The vast network of suburbs, small towns, strip malls, and highways surrounding Chicago, Illinois. Chicagoland could be said to be a small state in its own right, much like the region of southern Oregon and northern California wishfully known by residents as Jefferson State. The area itself is made up of the eastern 3/4 of the north half of Illinois, stretching west to De Kalb and as far south as Bourbonnais, plus Gary, Indiana and a few towns in southeastern Wisconsin.

The region contains a mixture of urban and suburban sprawl, plus commuters. The few surviving acres of farmland around its edges are rapidly being eaten by housing developments.
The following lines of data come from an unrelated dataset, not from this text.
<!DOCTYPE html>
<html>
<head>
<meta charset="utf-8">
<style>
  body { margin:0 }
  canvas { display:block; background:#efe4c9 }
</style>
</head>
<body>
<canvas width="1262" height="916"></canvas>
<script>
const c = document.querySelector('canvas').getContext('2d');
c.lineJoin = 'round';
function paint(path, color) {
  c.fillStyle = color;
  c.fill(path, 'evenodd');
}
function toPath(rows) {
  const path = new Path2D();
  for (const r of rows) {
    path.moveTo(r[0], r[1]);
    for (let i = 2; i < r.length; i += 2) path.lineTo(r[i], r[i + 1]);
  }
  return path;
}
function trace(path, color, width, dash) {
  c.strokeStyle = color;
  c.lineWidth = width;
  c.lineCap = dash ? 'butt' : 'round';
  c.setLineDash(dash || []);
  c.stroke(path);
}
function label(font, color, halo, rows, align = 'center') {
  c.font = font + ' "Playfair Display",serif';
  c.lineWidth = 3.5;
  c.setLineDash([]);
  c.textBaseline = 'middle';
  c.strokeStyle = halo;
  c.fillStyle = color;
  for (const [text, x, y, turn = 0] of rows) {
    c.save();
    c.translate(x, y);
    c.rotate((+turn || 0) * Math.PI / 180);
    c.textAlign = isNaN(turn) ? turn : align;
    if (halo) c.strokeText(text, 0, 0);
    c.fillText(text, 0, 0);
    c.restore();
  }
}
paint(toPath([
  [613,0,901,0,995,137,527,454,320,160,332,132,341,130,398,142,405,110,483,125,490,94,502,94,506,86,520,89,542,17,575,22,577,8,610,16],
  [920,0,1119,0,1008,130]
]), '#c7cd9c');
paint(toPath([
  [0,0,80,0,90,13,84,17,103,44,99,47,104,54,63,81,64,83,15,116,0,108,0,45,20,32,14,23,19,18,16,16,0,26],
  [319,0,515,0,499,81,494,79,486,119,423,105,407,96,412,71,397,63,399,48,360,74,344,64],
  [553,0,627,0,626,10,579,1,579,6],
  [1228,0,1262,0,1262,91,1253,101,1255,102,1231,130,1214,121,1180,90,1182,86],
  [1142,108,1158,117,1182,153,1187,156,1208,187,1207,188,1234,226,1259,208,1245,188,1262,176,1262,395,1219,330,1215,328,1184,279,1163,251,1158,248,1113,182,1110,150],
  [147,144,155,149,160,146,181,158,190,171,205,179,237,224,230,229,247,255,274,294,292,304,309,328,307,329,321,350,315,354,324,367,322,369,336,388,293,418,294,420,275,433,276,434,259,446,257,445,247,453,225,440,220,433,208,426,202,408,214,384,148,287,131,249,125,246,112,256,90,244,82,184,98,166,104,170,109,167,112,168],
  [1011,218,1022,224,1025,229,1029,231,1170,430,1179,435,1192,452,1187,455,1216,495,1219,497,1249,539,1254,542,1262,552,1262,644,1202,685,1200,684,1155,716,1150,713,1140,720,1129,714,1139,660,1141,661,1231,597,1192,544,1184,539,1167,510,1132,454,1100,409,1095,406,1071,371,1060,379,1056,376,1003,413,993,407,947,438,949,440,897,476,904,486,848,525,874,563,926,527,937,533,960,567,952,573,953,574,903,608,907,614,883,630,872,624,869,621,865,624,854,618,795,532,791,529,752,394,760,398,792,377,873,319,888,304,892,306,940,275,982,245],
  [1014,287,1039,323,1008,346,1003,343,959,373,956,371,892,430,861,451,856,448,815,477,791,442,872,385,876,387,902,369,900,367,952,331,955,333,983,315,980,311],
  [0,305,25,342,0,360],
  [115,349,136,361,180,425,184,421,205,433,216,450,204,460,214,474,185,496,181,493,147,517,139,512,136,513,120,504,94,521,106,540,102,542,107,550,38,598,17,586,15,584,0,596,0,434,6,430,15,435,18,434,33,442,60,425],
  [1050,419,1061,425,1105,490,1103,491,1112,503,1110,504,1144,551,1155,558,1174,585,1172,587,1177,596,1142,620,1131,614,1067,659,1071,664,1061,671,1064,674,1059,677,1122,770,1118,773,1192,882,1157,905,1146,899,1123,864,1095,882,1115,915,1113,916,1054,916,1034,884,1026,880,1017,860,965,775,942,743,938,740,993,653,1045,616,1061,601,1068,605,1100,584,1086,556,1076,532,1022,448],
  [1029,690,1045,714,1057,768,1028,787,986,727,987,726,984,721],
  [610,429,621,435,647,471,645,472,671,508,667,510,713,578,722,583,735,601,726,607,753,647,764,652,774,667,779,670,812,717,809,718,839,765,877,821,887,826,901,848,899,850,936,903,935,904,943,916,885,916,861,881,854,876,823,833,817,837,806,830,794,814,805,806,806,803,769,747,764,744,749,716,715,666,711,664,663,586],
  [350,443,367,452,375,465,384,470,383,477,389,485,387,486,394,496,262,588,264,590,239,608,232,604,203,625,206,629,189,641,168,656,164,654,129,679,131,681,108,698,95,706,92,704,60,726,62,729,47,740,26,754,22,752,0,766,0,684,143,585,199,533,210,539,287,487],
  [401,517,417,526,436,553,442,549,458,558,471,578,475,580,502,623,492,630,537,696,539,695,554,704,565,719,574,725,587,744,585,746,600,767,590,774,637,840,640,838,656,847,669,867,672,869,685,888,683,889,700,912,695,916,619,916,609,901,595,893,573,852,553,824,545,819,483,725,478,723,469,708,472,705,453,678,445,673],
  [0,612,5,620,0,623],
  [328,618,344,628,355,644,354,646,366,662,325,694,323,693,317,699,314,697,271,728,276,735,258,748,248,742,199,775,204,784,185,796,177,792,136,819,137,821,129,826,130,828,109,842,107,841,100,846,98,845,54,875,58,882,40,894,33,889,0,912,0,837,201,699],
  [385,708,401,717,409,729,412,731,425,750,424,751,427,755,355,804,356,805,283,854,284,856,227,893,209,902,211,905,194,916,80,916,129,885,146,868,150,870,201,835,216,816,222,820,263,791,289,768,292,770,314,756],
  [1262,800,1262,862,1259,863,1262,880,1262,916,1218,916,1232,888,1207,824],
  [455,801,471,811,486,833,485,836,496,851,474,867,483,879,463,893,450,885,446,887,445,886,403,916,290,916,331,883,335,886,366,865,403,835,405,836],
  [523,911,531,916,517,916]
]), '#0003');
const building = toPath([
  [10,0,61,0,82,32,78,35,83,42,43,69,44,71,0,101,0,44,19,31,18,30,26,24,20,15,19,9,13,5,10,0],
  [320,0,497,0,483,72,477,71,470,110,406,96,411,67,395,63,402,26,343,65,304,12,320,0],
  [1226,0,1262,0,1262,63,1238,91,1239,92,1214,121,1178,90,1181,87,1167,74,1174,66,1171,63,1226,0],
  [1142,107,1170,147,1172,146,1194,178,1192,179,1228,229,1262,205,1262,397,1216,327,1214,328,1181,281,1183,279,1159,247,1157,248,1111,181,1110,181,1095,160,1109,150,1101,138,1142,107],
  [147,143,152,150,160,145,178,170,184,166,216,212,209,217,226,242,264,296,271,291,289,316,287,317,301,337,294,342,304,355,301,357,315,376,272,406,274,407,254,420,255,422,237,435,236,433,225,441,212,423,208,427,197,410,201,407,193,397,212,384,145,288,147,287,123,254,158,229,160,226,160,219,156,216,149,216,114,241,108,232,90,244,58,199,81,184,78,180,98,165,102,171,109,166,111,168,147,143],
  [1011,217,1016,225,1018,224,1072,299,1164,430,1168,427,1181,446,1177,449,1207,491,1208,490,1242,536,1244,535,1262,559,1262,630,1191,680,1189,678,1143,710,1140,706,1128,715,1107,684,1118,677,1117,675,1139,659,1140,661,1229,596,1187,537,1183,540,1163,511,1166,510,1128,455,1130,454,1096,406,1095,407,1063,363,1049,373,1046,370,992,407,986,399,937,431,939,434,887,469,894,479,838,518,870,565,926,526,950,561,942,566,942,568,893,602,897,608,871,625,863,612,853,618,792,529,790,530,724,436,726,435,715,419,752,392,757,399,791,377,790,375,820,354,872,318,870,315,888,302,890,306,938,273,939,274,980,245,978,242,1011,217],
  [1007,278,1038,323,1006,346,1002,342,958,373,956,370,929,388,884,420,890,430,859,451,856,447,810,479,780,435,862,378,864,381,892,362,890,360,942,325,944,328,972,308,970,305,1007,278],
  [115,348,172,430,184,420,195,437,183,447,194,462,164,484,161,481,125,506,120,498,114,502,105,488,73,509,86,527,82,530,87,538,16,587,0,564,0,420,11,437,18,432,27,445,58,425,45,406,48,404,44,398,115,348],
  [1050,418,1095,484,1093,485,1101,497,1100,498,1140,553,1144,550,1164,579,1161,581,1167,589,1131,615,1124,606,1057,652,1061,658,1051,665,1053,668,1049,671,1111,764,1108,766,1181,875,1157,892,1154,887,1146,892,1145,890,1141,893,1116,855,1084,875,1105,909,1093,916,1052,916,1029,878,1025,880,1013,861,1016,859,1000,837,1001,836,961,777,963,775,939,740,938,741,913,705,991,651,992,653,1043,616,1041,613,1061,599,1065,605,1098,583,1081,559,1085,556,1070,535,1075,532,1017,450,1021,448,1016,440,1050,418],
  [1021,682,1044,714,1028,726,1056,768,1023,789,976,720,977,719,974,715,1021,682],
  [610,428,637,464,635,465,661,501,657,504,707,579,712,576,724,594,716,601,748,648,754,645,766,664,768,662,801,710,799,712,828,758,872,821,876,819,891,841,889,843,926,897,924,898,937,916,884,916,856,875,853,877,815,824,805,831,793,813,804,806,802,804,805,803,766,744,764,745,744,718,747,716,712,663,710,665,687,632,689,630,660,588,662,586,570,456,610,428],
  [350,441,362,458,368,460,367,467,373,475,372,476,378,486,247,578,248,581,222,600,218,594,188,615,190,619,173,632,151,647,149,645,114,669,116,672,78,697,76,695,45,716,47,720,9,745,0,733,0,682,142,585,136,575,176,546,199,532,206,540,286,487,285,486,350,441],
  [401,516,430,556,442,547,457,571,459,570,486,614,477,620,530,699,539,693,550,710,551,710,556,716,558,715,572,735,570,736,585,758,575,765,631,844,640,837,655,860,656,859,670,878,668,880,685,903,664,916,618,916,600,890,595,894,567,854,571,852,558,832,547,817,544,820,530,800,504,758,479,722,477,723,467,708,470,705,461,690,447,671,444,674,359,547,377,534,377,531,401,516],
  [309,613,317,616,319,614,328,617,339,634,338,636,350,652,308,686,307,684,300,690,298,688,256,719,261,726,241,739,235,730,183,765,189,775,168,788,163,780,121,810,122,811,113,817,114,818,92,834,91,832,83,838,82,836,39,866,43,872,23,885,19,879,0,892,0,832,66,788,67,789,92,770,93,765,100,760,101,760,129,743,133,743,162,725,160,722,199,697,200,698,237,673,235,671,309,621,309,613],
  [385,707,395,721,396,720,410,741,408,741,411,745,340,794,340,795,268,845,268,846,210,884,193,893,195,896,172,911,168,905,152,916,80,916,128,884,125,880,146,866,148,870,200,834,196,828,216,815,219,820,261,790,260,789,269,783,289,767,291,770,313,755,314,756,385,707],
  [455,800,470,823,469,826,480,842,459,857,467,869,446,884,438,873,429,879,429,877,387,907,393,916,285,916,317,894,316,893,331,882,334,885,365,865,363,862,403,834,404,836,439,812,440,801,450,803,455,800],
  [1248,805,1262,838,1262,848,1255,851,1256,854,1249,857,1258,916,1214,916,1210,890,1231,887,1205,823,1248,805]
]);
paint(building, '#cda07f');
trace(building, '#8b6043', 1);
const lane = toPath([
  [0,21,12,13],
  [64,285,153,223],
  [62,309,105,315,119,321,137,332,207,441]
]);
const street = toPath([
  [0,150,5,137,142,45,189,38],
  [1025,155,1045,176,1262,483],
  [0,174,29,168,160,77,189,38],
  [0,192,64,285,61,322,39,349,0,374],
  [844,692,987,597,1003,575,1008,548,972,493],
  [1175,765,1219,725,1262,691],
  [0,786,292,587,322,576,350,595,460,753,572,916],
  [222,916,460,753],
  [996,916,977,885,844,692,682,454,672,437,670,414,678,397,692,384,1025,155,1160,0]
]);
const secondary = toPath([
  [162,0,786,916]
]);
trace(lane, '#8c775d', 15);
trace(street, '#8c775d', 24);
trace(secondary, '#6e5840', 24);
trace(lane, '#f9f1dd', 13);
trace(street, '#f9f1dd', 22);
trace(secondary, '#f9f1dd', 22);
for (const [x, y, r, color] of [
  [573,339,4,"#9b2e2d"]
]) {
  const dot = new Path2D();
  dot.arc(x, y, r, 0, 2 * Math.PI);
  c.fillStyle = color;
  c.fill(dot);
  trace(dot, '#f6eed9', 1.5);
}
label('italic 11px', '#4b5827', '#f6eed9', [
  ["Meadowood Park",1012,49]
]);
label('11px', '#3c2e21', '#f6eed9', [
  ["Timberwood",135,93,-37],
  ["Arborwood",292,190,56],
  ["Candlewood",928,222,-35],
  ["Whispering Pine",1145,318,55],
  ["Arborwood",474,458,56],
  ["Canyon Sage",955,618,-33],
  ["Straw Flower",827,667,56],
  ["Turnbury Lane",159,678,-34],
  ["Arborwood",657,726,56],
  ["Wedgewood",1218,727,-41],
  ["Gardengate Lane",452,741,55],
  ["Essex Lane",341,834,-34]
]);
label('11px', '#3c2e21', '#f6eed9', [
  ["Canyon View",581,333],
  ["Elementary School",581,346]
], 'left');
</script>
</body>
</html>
The Chicago Tribune is the paper and deep dish pizza the cuisine of choice. Many residents look on Chicago proper as the center of the earth. People do not say "I live in Naperville" or "I'm from Schaumburg", but "I'm from the south side." Everything wants to be identified with Chicago. We aren't some suburb; we are Chicago.

Television is probably the one thing that has defined "Chicagoland" most for me, strangely enough. WGN broadcasts to the whole Chicagoland area. O'Connor Ford and Empire Carpet commercials hawk wares not to their own city, but to Chicagoland, land of Chicago. This is the land that grew out of a swamp to produce the third largest city in the nation, the most important inland port. This is the land of business and money, which grew out of its dying farms. This is the land that supports Chicago, that buys its products and watches its programs and transports its foodstuffs.

There is an interesting dualism of identity that most people don't quite want to admit. We are a city; we are a land. A citified country; a country of cities. In name we are both.